The West Coasters live in cities with big hills, making a single gear set-up a very serious undertaking. In the main, gears are used, but die-hard, gung-ho individuals like Rebecca Riley from SF, who rides fixed-gear-no-brakes, can be found. I should add that Rebecca's lower front teeth are missing...


Only Dinosaurs Use Fossil Fuels

Perhaps the wackiest race of all was the Cargo bike race. Erik Zo won it, riding a Jan Vandertieun built, conventional Long-John, but the second place man was riding a pedicab that converted into a flat-bed pedal pick-up trike. Jan was showing off his latest wheel-mule, a recumbent box trike steered with the legs. Very weird, but more laughs than a Volvo Estate.


Full Metal Basket

One of the "special" races was the single speed race. Second place went to a bearded guy called Junior, who looked like a trapper.

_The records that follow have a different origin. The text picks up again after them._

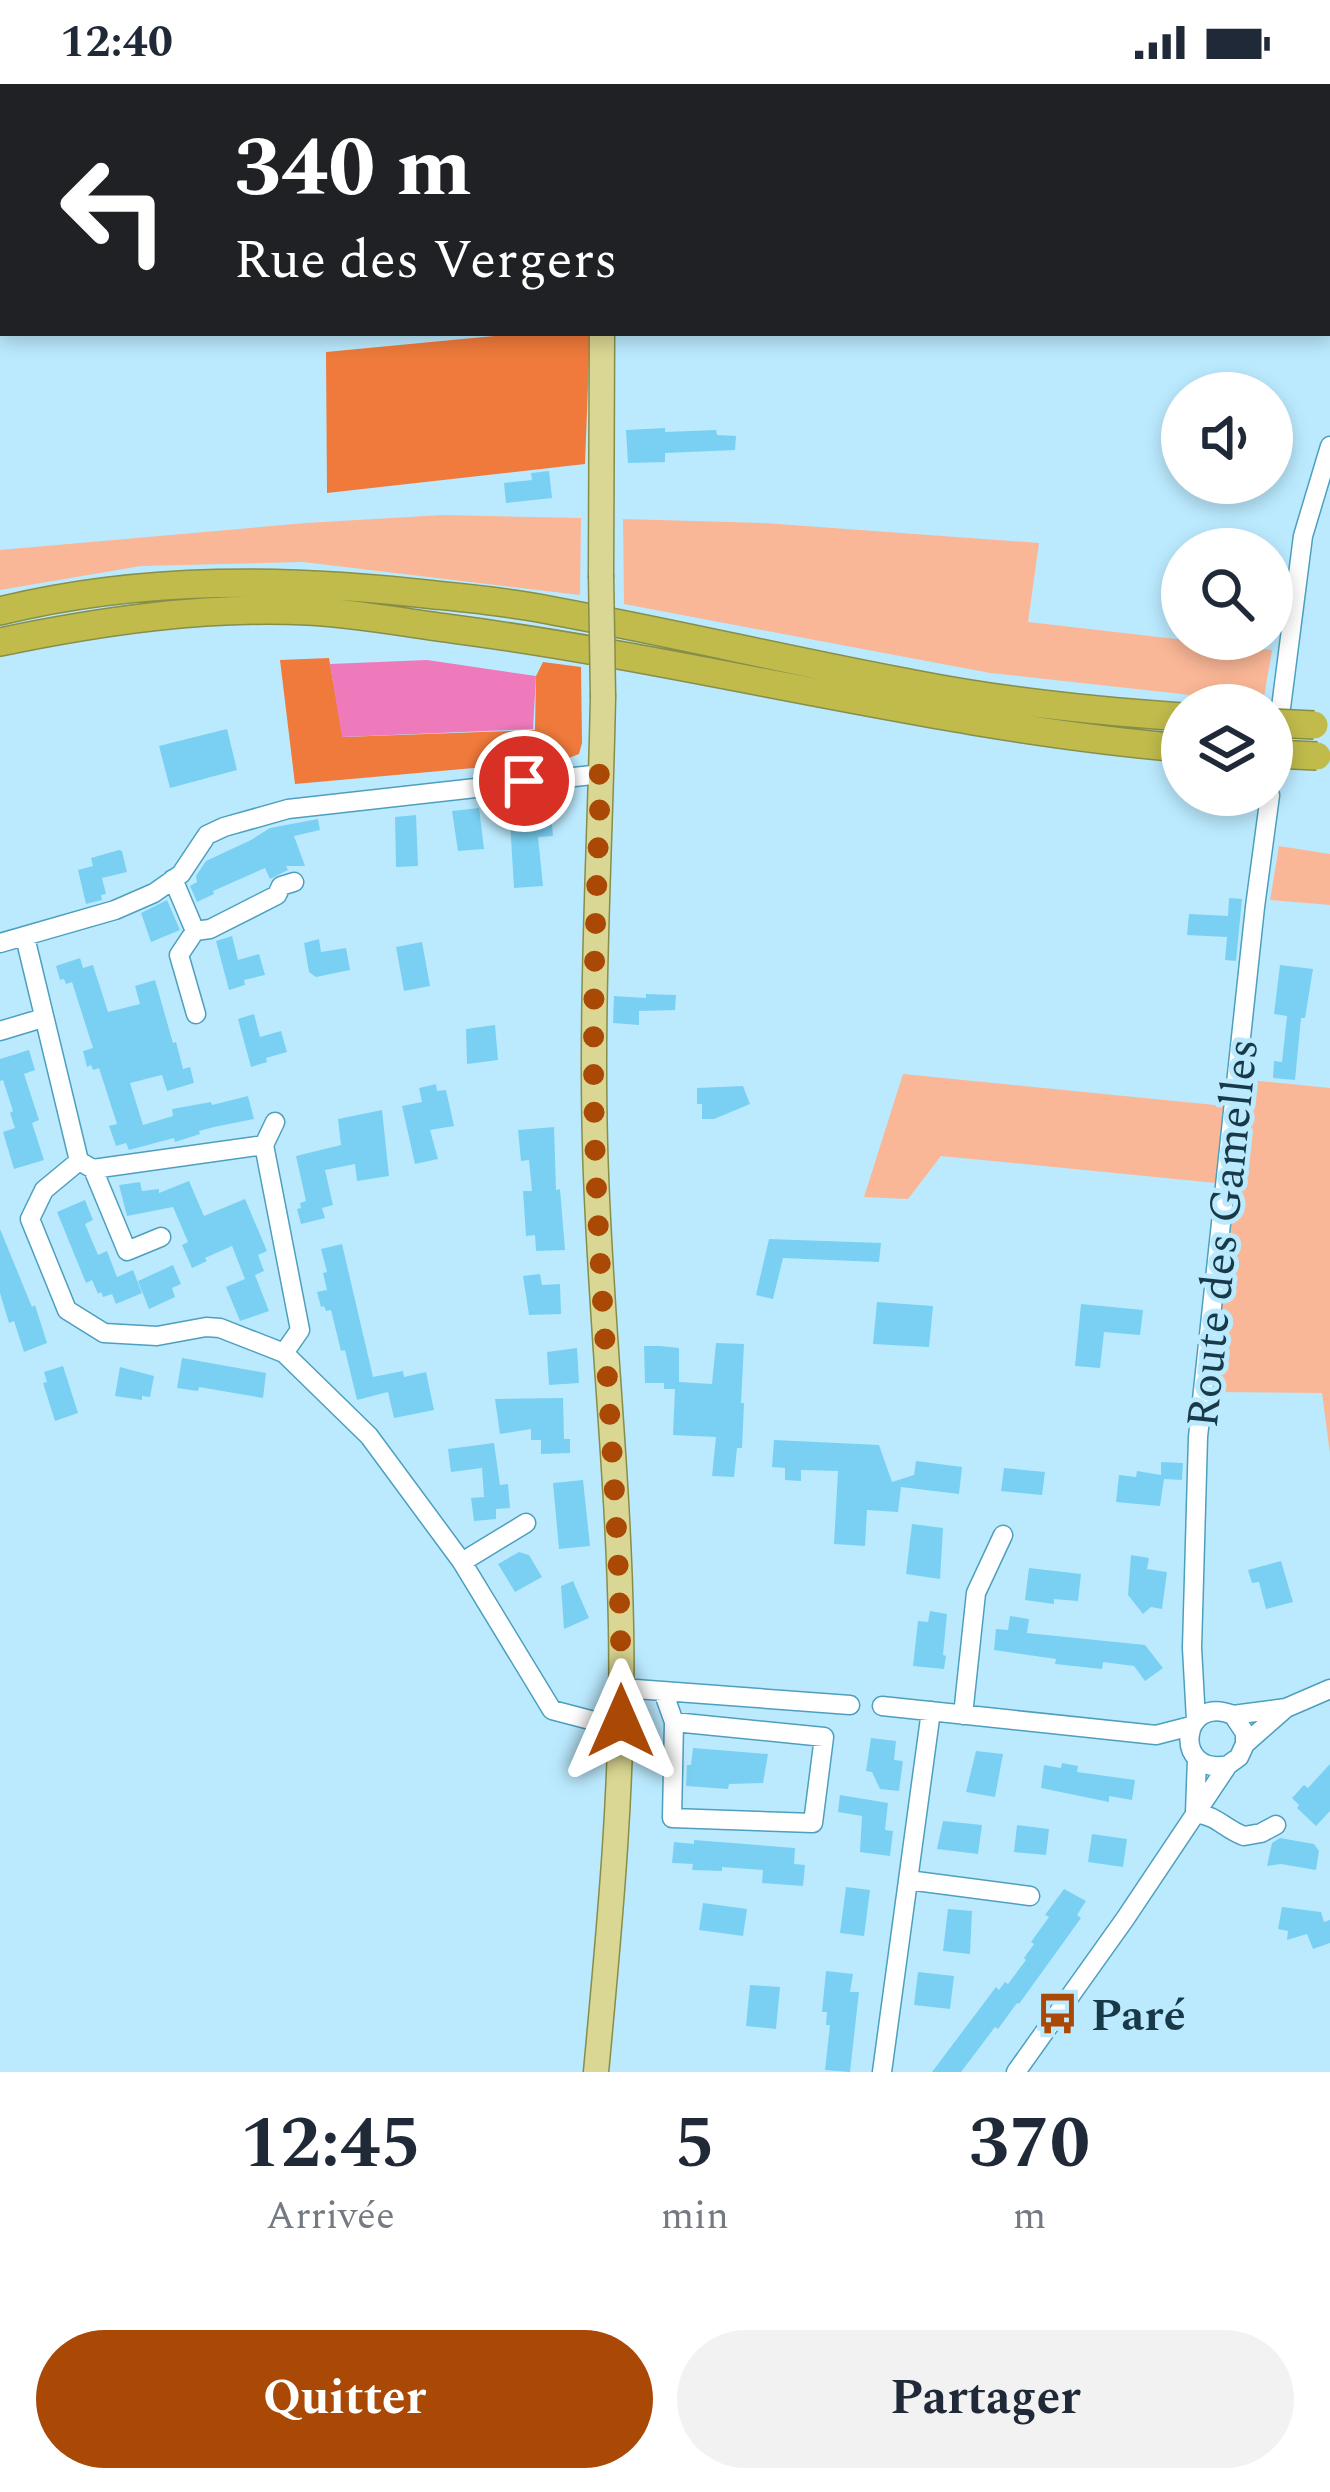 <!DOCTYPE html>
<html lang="fr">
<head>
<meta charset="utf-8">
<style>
	body { margin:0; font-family:Spectral,serif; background:#f2f2f3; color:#1f2937; height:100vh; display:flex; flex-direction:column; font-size:45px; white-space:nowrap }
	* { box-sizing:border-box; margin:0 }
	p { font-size:39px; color:#747a83 }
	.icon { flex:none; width:66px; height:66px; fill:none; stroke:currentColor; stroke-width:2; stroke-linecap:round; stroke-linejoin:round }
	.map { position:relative; height:1988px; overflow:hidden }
	.side { display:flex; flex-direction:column; background:#fff; flex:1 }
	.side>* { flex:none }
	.top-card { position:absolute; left:0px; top:0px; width:1332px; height:252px; box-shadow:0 6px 18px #0003; background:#202124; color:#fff; overflow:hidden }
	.buttons { position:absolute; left:1161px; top:288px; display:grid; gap:24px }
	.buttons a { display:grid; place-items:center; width:132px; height:132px; border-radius:50%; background:#fff; box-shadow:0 6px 18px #0003; font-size:60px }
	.pin { position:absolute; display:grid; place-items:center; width:102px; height:102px; color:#fff; margin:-51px; border:6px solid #fff; border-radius:50%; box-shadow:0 3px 12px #0007 }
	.me { position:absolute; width:132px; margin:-66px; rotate:0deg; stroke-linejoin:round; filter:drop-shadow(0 0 9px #0008) }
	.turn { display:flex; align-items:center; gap:42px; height:252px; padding:0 36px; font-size:54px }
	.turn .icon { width:156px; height:156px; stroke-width:2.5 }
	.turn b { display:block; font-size:84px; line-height:102px }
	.eta { display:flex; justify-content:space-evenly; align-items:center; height:204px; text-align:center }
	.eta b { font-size:72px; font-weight:700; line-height:84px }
	.action { display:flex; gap:24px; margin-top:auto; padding:24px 36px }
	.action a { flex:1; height:138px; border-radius:72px; background:#aa4805; color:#fff; font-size:48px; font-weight:700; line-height:138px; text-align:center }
	.action a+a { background:#f2f2f3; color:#1f2937 }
	.status { display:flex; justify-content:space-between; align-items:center; height:84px; padding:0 60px; background:#fff; direction:ltr }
	.status svg { height:33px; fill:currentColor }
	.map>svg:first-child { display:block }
	.green { fill:#fab797 }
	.forest { fill:#ef7a3b }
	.water { fill:#ee7abc }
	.building { fill:#7ad0f3 }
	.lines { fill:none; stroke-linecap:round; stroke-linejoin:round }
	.minor-casing { stroke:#4d9fbf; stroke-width:21 }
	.major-casing { stroke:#868e4a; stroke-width:27 }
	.highway-casing { stroke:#868e4a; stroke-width:30 }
	.minor { stroke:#fff; stroke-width:18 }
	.major { stroke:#dad693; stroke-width:24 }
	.highway { stroke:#c1bb4b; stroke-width:27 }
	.major-bridge-casing { stroke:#868e4a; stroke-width:27; stroke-linecap:butt }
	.highway-bridge-casing { stroke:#868e4a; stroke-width:30; stroke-linecap:butt }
	.major-bridge { stroke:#dad693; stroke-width:24 }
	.highway-bridge { stroke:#c1bb4b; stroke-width:27 }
	.route { stroke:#aa4805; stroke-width:21; stroke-dasharray:0 37.8 }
	.labels { text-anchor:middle; stroke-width:10; stroke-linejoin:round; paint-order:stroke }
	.street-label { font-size:45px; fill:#183a48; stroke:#bbeafe }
	.poi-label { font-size:45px; font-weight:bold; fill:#183a48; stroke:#bbeafe; text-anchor:start }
</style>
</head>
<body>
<div class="status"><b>12:40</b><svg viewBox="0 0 49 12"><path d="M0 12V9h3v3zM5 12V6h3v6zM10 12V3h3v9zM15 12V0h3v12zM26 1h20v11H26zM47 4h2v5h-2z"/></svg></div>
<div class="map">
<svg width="1330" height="1988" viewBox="0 0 1330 1988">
	<rect width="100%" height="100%" fill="#bbeafe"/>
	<path class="green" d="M443,431L581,434L580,511L303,478L141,482L0,506V466L306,439Z
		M623,435L764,439L1039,459L1028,538L1272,566L1263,619L990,589L624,520Z
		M1279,762L1330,770V821L1270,816Z
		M903,990L1245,1024L1249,996L1330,1004V1370L1322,1309L1211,1308L1236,1101L941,1072L908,1115L864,1113Z"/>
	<path class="forest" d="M527,249H590L585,380L327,409L326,268Z
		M329,574L343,653L535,646L536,592L543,578L581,583L582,659L579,670L564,676L295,700L280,576Z"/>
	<path class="water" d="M427,576L536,592L533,645L342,653L330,580Z"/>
	<path class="building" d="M665,344V348L716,346L717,351L736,352L735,366L665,369V378L628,379L626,346Z
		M549,387L552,414L506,419L504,399L532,396L531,389Z
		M227,645L237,686L170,704L159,662Z
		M550,718L553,752L538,753L543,802L514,804L509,721Z
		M479,724L484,765L458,767L452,727Z
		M416,731L418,782L396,783L395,733Z
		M318,735L320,746L294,752L305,782H286L288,786L270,795L265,784L213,807L214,810L197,818L190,802L197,798L196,792L206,777L251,756L270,744Z
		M119,766L122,767L127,788L102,794L106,810L101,811L102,816L86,820L78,786L93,782L91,774Z
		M1229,814L1242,815L1236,877L1225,876L1227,853L1187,851L1189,830L1228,832Z
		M167,816L180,846L151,858L141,829Z
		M232,852L238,876L259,870L265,891L244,896L245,901L229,906L216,857Z
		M319,855L321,868L346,864L350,886L316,893L309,888L304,859Z
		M422,858L430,902L404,907L396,863Z
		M80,874L83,884L93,881L108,928L140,920L135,902L155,896L173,959L176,958L183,985L190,983L194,999L167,1007L162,991L130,999L143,1041L173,1032L172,1025L211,1018L212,1021L248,1012L254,1035L214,1043L199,1047L200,1050L175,1058L174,1054L129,1066L126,1059L116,1062L109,1042L117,1040L99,984L93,986L91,981L87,983L83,967L93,964L72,898L66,900L64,895L60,896L56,882Z
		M1280,881L1313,885L1305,934H1301L1295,996L1273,994L1274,977L1282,978L1287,932L1274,930Z
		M646,910L676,911L675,926L639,927V941L613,939L614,912L646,914Z
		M254,930L260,953L281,947L287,968L266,974L267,978L251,983L238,935Z
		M495,941L498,976L467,980L466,945Z
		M29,966L35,986L24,990L39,1036L32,1039L44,1076L14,1085L3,1048L15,1044L10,1029L13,1027L3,996L0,997V975Z
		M436,1000L437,1007L446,1006L454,1042L430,1046L438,1075L415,1080L402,1022L422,1018L419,1004Z
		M743,1002L750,1020L714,1035H702V1020H697V1004Z
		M382,1026L389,1092L357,1097L355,1080L325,1086L333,1121L322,1124L325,1134L301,1140L297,1125L301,1124L300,1119L306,1117L296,1072L341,1061L338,1035Z
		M554,1043L556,1106L560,1105L565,1166L536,1167L535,1151L526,1152L523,1107H532L529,1076L521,1077L518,1046Z
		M189,1097L204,1132L245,1115L267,1167L258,1171L264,1187L255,1191L269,1227L240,1237L226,1203L245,1195L232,1162L205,1174L207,1177L192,1184L182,1161L188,1158L173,1123L127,1132L119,1101L140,1098L142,1107L159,1105V1109Z
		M85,1116L93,1136L85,1140L98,1171L107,1167L117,1193L133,1186L142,1209L116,1220L112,1210L103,1213L101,1208L98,1210L92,1196L86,1199L57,1128Z
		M0,1145L32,1223L35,1221L47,1259L24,1268L14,1237L9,1239L0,1209Z
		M769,1155L881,1159L879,1178L783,1174L773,1215L756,1211Z
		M342,1160L373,1293L403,1287L404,1293L426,1288L434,1326L394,1334L388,1308L357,1316L345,1266L341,1267L331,1226L326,1227L324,1222L321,1223L317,1208L327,1206L323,1189L327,1188L321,1165Z
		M173,1181L181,1200L172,1204L175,1213L149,1225L138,1197Z
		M540,1190L542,1201L560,1200L561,1230L529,1231L523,1192Z
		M877,1218L933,1222L929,1263L873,1260Z
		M1081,1220L1143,1226L1140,1251L1104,1248L1100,1284L1075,1282Z
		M716,1259L744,1260L741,1319H744L742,1364H737L734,1393L712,1392L716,1353L673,1351L675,1305H664V1299H645L644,1262H660L679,1264V1298L712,1300Z
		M577,1264L579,1299L549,1301L547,1268Z
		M182,1274L266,1289L263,1314L199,1303L198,1307L177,1304Z
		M63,1282L78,1329L55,1337L43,1299L47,1298L44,1288Z
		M120,1283L154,1292L150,1313L142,1312V1316L115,1312Z
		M563,1314L564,1355H570V1369L541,1370V1356H531V1345L500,1350L495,1315Z
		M774,1356L879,1361L892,1398L914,1391L916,1377L962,1383L959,1410L901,1403L898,1428L867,1426L865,1462L834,1460L838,1387L801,1386V1397L785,1396V1384L772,1383Z
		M494,1359L500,1401L508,1400L510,1424L496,1425V1435L474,1437L471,1414L484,1413L482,1384L451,1388L448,1365Z
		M1161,1378L1183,1379L1182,1396L1164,1395L1160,1422L1116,1418L1119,1391L1136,1393L1137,1387L1161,1391Z
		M1004,1384L1045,1388L1042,1411L1001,1407Z
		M583,1396L590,1462L559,1465L553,1399Z
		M912,1440L943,1444L940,1495L906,1490Z
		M519,1468L529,1471L542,1493L515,1508L498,1480Z
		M1131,1471L1149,1474L1147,1485L1167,1488L1162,1525L1151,1523L1143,1530L1128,1511Z
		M1281,1477L1293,1518L1266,1525L1259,1498L1252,1499L1248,1486Z
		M1029,1484L1081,1490L1078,1517L1054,1515V1520L1025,1516Z
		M573,1497L589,1534L564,1545L561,1502Z
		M930,1527L947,1530L943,1571L946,1572L944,1585L913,1582L918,1537L928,1538Z
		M1010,1532L1029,1535L1027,1549L1145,1561L1163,1584L1145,1597L1134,1582L1103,1578L1102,1585L1055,1580L1056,1575L994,1566L996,1545L1008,1546Z
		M871,1654L896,1657L894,1676L903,1677L899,1707L880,1705L872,1688L866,1687Z
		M693,1664L768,1670L763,1699L729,1700L728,1705L686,1702L687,1681H691Z
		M976,1667L1003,1670L995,1713L966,1708Z
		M1062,1679L1078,1682L1077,1688L1135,1696L1132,1716L1109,1712V1718L1041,1704L1044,1681L1061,1684Z
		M1330,1680V1727L1316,1742L1297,1724L1299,1721L1292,1714L1304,1701L1308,1704Z
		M840,1711L888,1719L885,1746L893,1747L890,1772L860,1768L862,1732L838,1728Z
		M943,1737L982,1741L978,1770L937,1765Z
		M1017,1741L1049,1745L1046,1771L1014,1768Z
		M1092,1750L1127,1755L1123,1783L1088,1778Z
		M1280,1754L1314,1760L1319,1767L1316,1786L1281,1780L1267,1782L1272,1759Z
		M694,1756L795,1764L794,1780L805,1781L803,1802L762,1799L763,1786L722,1783V1787L692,1786L693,1780L672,1779L674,1758L694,1760Z
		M846,1803L870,1806L864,1852L840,1849Z
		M1064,1805L1086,1817L1077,1831L1081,1834L1019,1920L1017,1919L998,1945L995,1943L961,1988H932L996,1903L999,1906L1005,1898L1008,1900L1026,1876L1024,1874L1034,1860L1031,1858L1049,1833L1045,1831Z
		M703,1819L747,1825L743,1852L699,1846Z
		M1282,1823L1321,1828L1324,1838L1330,1836V1859L1313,1865L1307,1850L1287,1856L1288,1847L1278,1845Z
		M948,1825L972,1827L970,1870L943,1867Z
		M826,1887L853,1890L850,1908H859L850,1988L825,1986L830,1941H826L827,1928H822Z
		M918,1888L954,1892L950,1925L914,1921Z
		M750,1901L780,1903L776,1945L746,1942Z"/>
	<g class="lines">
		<defs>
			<path id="minor" d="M618,0V3
				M1095,0L1125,3
				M703,3V0
				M1329,31H1330
				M0,86L3,85
				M1272,694L1303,452L1330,362
				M173,795L195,847L179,871L196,930
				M195,847L210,845L277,811L281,802L294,798
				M25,853L79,1077L44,1106L30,1135L67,1226L104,1249L157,1252L206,1243L220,1244L284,1269L369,1352L462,1478L552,1626L598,1638L621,1637
				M0,859L115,826L154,809L181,790L207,751L224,743L288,725L601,690
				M0,947L43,934
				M264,1061L275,1038
				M79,1077L93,1085L264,1061L300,1246L284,1269
				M93,1085L127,1167L161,1153
				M462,1478L526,1439
				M622,1604L850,1621
				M663,1607L674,1638L672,1734L813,1739L824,1653L674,1638
				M882,1622L1156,1651L1191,1642
				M963,1631L976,1509L1003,1451
				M1233,1631L1286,1624L1330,1605
				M1196,1636L1192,1564L1198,1353L1255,823L1270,711
				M1228,1681C1172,1693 1180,1609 1233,1631L1245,1649V1660
				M1195,1729C1218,1732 1223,1744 1244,1752L1261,1749L1276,1741
				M1195,1729L1197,1675
				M908,1796L1030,1812
				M882,1988L931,1627
				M1016,1988L1125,1835L1228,1681L1239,1673L1245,1660L1286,1624"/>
			<path id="major" d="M601,0V3
				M601,491L602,249
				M596,1988C610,1839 624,1692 621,1542C618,1381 599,1221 595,1060C591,911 600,763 603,613"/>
			<path id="highway" d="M0,527C142,492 291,494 435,511C465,514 496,517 526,522C658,545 788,577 919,601C1006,618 1095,627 1182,633
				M0,558C101,537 204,522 308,527C356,529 405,539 453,545C697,577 936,643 1182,664"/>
		</defs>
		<use href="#minor" class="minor-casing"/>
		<use href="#major" class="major-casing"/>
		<use href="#highway" class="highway-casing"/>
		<use href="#minor" class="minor"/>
		<use href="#major" class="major"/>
		<use href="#highway" class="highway"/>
		<defs>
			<path id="major-bridge" d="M601,491L603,613"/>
			<path id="highway-bridge" d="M1272,639L1314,641
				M1272,670L1317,672"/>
		</defs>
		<use href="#major-bridge" class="major-bridge-casing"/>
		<use href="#highway-bridge" class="highway-bridge-casing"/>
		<use href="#major-bridge" class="major-bridge"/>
		<use href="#highway-bridge" class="highway-bridge"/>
	</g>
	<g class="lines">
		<path class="route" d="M524,697L601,690C596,815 591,939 595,1064C601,1255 623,1445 621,1637"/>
	</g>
	<defs>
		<symbol id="bus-bare" viewBox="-9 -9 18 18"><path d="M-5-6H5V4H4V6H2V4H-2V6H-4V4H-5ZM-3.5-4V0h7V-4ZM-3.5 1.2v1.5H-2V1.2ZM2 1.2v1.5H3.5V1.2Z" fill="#aa4805" stroke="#bbeafe" stroke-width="2.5" paint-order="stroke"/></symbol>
	</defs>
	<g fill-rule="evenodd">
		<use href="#bus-bare" x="1028" y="1900" width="59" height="59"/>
	</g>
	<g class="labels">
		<g class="street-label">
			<text transform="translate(1221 1149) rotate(-84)" y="16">Route des Gamelles</text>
		</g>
		<g class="poi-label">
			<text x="1091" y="1946">Paré</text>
		</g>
	</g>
</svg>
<div class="buttons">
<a><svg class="icon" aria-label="sound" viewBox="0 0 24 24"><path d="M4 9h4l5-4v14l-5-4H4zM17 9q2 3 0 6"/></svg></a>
<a><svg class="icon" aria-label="search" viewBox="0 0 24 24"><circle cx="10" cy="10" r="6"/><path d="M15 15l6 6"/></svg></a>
<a><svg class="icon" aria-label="layers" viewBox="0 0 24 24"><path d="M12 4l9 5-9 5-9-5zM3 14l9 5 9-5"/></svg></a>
</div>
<div class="pin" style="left:524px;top:697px;background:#d93025"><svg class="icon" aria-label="arrive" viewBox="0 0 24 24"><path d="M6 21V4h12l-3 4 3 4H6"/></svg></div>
<svg class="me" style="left:621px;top:1637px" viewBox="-20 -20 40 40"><path d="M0-17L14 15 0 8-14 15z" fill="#aa4805" stroke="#fff" stroke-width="4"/></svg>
<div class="top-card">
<div class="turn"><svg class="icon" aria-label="left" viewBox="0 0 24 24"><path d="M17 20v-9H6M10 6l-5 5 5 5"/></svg><div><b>340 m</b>Rue des Vergers</div></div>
</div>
</div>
<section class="side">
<div class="eta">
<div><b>12:45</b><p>Arrivée</p></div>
<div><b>5</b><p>min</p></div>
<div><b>370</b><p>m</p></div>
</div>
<div class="action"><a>Quitter</a><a>Partager</a></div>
</section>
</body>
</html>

He has been a messenger since 1968. In those days the messenger companies in SF issued their employees with a company shirt and a single speed beach cruiser with a kick back brake and a basket. This is the classic SF messenger bike.

Megan Redington, President of the CMWC '96 Committee, insisted this race be included in the programme as a tribute to the traditions of SF messengering and as a reminder that all that's needed to be a good messenger are pedals, wheels and a desire to get the job done.